* EXERCISE DESCRIPTION *
Which of the lines below include "circle"? Each one should be copied out.

(MATERIAL FOR THE TASK)

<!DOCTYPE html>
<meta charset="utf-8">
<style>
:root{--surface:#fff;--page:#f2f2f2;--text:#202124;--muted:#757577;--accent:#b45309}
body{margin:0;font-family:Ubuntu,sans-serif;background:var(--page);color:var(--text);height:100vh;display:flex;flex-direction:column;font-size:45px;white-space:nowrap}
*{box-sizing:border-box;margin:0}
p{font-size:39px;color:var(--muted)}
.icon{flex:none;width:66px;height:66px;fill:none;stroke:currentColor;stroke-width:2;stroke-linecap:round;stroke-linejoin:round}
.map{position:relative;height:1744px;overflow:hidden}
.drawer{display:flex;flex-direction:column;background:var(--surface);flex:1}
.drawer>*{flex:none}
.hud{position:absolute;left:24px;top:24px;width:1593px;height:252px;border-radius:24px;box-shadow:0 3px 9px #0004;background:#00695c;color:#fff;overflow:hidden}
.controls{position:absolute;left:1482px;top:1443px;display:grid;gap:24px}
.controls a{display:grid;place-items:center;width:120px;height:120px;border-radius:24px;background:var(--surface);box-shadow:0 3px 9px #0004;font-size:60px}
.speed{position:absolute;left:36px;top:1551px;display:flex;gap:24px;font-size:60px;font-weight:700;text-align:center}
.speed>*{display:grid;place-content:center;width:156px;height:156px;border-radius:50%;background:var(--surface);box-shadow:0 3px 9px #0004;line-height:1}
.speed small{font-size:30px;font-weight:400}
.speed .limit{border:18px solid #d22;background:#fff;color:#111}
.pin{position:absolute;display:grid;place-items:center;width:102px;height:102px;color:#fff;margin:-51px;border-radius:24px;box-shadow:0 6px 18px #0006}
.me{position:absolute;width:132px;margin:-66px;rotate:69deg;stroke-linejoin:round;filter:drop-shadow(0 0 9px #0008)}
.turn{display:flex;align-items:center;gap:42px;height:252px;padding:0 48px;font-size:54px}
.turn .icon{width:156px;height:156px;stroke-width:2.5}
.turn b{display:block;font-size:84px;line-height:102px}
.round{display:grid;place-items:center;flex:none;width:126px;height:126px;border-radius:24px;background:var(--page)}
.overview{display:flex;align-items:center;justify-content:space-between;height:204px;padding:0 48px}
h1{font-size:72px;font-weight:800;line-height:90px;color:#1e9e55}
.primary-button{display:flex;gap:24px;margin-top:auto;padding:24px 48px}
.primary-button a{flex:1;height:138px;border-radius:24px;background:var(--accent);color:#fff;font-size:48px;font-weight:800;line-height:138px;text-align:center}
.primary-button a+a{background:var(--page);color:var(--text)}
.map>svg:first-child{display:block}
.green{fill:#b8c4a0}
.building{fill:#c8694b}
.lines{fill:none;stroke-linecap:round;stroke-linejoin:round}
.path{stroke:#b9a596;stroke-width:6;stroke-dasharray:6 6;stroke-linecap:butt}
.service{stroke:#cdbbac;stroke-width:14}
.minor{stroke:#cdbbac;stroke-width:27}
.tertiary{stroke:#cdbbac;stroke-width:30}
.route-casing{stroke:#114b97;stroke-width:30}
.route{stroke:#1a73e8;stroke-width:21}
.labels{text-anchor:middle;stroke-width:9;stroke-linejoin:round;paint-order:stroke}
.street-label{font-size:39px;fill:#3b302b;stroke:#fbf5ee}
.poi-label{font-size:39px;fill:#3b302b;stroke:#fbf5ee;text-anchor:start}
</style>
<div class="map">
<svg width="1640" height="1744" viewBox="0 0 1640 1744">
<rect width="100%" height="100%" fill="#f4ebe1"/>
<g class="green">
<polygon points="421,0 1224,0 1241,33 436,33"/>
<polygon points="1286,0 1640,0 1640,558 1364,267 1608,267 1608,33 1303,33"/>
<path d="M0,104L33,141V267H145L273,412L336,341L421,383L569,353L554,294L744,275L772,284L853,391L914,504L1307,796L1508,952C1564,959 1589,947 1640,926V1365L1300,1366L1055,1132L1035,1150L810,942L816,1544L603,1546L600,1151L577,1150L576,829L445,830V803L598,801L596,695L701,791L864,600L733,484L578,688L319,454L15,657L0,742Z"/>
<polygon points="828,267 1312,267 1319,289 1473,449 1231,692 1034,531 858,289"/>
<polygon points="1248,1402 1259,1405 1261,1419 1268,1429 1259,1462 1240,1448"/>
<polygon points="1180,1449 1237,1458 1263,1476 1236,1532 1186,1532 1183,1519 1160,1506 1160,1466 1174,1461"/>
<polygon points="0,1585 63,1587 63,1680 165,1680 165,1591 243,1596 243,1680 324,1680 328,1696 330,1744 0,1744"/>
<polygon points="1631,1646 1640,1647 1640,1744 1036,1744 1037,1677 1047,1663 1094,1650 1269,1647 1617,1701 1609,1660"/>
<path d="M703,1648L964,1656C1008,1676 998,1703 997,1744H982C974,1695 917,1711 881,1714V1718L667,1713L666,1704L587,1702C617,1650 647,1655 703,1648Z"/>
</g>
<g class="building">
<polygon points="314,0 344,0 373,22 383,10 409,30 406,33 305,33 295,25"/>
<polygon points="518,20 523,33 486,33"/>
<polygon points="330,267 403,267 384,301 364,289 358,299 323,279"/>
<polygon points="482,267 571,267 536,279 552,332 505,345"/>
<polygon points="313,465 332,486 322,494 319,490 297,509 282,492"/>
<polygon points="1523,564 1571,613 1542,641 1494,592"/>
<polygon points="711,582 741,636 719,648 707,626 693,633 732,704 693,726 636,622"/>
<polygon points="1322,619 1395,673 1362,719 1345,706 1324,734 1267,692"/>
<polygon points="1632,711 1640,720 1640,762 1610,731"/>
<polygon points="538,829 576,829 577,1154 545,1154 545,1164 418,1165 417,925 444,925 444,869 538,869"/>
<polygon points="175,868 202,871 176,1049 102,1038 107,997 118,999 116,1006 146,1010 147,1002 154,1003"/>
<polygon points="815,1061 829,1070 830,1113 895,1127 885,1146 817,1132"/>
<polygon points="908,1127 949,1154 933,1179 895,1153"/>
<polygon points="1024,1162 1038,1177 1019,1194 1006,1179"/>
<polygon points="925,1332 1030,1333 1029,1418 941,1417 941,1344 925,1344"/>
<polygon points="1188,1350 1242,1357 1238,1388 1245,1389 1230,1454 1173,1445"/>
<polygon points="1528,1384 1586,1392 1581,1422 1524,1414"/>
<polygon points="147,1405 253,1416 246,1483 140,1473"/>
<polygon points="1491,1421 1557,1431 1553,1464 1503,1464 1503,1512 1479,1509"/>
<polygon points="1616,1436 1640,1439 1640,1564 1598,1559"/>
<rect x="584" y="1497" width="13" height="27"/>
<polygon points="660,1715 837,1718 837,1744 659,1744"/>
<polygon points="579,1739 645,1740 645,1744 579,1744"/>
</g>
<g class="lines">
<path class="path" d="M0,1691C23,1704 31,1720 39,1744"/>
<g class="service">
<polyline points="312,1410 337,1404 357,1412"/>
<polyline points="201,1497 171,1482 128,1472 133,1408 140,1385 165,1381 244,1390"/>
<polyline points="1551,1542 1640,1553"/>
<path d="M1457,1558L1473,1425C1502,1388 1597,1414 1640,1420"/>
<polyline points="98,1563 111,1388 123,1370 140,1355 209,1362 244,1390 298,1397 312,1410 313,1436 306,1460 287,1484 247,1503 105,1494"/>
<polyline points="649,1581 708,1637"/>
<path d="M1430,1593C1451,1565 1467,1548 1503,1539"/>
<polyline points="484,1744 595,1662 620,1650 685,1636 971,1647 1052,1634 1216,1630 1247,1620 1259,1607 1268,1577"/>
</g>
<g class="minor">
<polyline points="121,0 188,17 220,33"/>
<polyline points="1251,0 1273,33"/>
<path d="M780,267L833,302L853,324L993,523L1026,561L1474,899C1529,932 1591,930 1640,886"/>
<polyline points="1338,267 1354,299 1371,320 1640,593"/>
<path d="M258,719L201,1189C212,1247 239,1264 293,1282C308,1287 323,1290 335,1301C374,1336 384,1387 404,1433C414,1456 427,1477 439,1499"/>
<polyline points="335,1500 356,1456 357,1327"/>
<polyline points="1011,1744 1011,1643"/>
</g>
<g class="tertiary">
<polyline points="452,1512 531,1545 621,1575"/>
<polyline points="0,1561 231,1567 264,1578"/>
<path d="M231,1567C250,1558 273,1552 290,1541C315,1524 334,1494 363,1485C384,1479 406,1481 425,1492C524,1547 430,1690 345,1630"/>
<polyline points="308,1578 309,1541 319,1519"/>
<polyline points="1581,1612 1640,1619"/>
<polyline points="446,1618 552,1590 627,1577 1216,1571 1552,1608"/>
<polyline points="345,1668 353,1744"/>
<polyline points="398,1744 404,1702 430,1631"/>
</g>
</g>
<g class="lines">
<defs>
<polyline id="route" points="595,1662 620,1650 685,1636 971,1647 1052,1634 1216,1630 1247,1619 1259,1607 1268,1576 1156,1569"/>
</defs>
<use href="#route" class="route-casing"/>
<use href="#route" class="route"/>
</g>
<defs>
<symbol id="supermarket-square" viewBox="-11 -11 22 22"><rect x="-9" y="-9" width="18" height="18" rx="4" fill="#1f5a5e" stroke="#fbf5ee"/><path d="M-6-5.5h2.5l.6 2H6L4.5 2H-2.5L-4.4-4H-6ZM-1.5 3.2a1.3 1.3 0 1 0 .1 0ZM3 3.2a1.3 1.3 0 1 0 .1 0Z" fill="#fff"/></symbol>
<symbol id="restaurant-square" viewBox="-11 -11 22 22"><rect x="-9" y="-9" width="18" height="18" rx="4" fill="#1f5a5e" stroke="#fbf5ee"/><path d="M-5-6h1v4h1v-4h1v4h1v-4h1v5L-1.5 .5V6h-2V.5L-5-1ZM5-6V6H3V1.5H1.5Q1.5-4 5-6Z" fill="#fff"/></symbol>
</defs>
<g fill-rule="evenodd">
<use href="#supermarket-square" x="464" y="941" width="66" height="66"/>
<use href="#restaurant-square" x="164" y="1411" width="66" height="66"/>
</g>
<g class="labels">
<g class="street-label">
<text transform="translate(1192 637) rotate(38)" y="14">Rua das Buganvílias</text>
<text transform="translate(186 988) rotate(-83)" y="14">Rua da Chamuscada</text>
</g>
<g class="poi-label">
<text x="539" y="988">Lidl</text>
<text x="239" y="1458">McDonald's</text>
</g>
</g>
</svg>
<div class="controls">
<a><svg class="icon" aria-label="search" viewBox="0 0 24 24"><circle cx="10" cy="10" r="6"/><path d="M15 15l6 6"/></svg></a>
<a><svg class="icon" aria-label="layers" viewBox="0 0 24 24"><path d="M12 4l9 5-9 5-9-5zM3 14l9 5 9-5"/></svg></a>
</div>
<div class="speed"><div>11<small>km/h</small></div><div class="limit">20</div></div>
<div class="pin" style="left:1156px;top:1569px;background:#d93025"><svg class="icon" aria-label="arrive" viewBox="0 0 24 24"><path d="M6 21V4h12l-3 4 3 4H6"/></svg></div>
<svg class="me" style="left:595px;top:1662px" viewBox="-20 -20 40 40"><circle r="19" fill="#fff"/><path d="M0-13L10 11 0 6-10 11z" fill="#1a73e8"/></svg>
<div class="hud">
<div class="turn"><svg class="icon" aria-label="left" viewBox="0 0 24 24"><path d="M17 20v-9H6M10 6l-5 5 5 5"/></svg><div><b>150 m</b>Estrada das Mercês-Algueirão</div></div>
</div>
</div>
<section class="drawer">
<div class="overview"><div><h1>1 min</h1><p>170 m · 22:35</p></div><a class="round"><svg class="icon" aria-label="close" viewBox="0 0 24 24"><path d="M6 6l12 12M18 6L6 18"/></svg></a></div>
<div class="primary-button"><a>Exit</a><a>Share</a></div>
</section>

(End MATERIAL FOR THE TASK)

* EXERCISE RESULT *
<a><svg class="icon" aria-label="search" viewBox="0 0 24 24"><circle cx="10" cy="10" r="6"/><path d="M15 15l6 6"/></svg></a>
<svg class="me" style="left:595px;top:1662px" viewBox="-20 -20 40 40"><circle r="19" fill="#fff"/><path d="M0-13L10 11 0 6-10 11z" fill="#1a73e8"/></svg>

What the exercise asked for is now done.